Saved entries
——————
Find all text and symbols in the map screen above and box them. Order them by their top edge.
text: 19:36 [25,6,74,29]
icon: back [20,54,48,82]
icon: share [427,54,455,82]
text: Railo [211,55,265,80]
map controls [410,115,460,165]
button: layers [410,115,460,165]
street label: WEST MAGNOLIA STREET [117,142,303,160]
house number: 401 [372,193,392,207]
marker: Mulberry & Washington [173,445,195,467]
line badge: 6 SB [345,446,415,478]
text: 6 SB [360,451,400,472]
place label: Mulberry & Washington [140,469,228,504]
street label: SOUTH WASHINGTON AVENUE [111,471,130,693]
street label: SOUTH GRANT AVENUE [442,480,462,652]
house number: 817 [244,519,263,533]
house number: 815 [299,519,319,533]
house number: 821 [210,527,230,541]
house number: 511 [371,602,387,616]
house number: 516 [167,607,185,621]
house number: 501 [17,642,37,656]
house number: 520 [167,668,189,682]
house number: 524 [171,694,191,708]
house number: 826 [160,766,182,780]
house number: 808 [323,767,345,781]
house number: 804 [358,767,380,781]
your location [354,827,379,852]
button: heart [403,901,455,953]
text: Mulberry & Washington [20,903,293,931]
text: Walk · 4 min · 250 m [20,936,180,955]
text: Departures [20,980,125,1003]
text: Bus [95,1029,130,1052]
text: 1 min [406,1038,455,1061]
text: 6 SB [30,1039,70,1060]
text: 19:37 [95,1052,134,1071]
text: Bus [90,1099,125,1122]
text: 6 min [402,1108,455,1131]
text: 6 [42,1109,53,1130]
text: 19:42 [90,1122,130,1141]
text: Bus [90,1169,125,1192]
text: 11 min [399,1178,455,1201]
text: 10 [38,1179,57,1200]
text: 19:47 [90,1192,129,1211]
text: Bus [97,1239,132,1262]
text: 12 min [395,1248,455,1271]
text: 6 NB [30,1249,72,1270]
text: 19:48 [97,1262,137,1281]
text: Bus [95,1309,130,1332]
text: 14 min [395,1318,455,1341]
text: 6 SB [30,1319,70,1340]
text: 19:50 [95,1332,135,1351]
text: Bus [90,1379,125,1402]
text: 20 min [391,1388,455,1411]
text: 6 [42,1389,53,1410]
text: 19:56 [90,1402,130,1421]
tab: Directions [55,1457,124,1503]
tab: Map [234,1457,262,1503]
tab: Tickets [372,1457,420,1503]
——————
■ **TASK BRIEF**
Repeat each record verbatim.

■ **EXERCISE RESULT**
Find all text and symbols in the map screen above and box them. Order them by their top edge.
text: 19:36 [25,6,74,29]
icon: back [20,54,48,82]
icon: share [427,54,455,82]
text: Railo [211,55,265,80]
map controls [410,115,460,165]
button: layers [410,115,460,165]
street label: WEST MAGNOLIA STREET [117,142,303,160]
house number: 401 [372,193,392,207]
marker: Mulberry & Washington [173,445,195,467]
line badge: 6 SB [345,446,415,478]
text: 6 SB [360,451,400,472]
place label: Mulberry & Washington [140,469,228,504]
street label: SOUTH WASHINGTON AVENUE [111,471,130,693]
street label: SOUTH GRANT AVENUE [442,480,462,652]
house number: 817 [244,519,263,533]
house number: 815 [299,519,319,533]
house number: 821 [210,527,230,541]
house number: 511 [371,602,387,616]
house number: 516 [167,607,185,621]
house number: 501 [17,642,37,656]
house number: 520 [167,668,189,682]
house number: 524 [171,694,191,708]
house number: 826 [160,766,182,780]
house number: 808 [323,767,345,781]
house number: 804 [358,767,380,781]
your location [354,827,379,852]
button: heart [403,901,455,953]
text: Mulberry & Washington [20,903,293,931]
text: Walk · 4 min · 250 m [20,936,180,955]
text: Departures [20,980,125,1003]
text: Bus [95,1029,130,1052]
text: 1 min [406,1038,455,1061]
text: 6 SB [30,1039,70,1060]
text: 19:37 [95,1052,134,1071]
text: Bus [90,1099,125,1122]
text: 6 min [402,1108,455,1131]
text: 6 [42,1109,53,1130]
text: 19:42 [90,1122,130,1141]
text: Bus [90,1169,125,1192]
text: 11 min [399,1178,455,1201]
text: 10 [38,1179,57,1200]
text: 19:47 [90,1192,129,1211]
text: Bus [97,1239,132,1262]
text: 12 min [395,1248,455,1271]
text: 6 NB [30,1249,72,1270]
text: 19:48 [97,1262,137,1281]
text: Bus [95,1309,130,1332]
text: 14 min [395,1318,455,1341]
text: 6 SB [30,1319,70,1340]
text: 19:50 [95,1332,135,1351]
text: Bus [90,1379,125,1402]
text: 20 min [391,1388,455,1411]
text: 6 [42,1389,53,1410]
text: 19:56 [90,1402,130,1421]
tab: Directions [55,1457,124,1503]
tab: Map [234,1457,262,1503]
tab: Tickets [372,1457,420,1503]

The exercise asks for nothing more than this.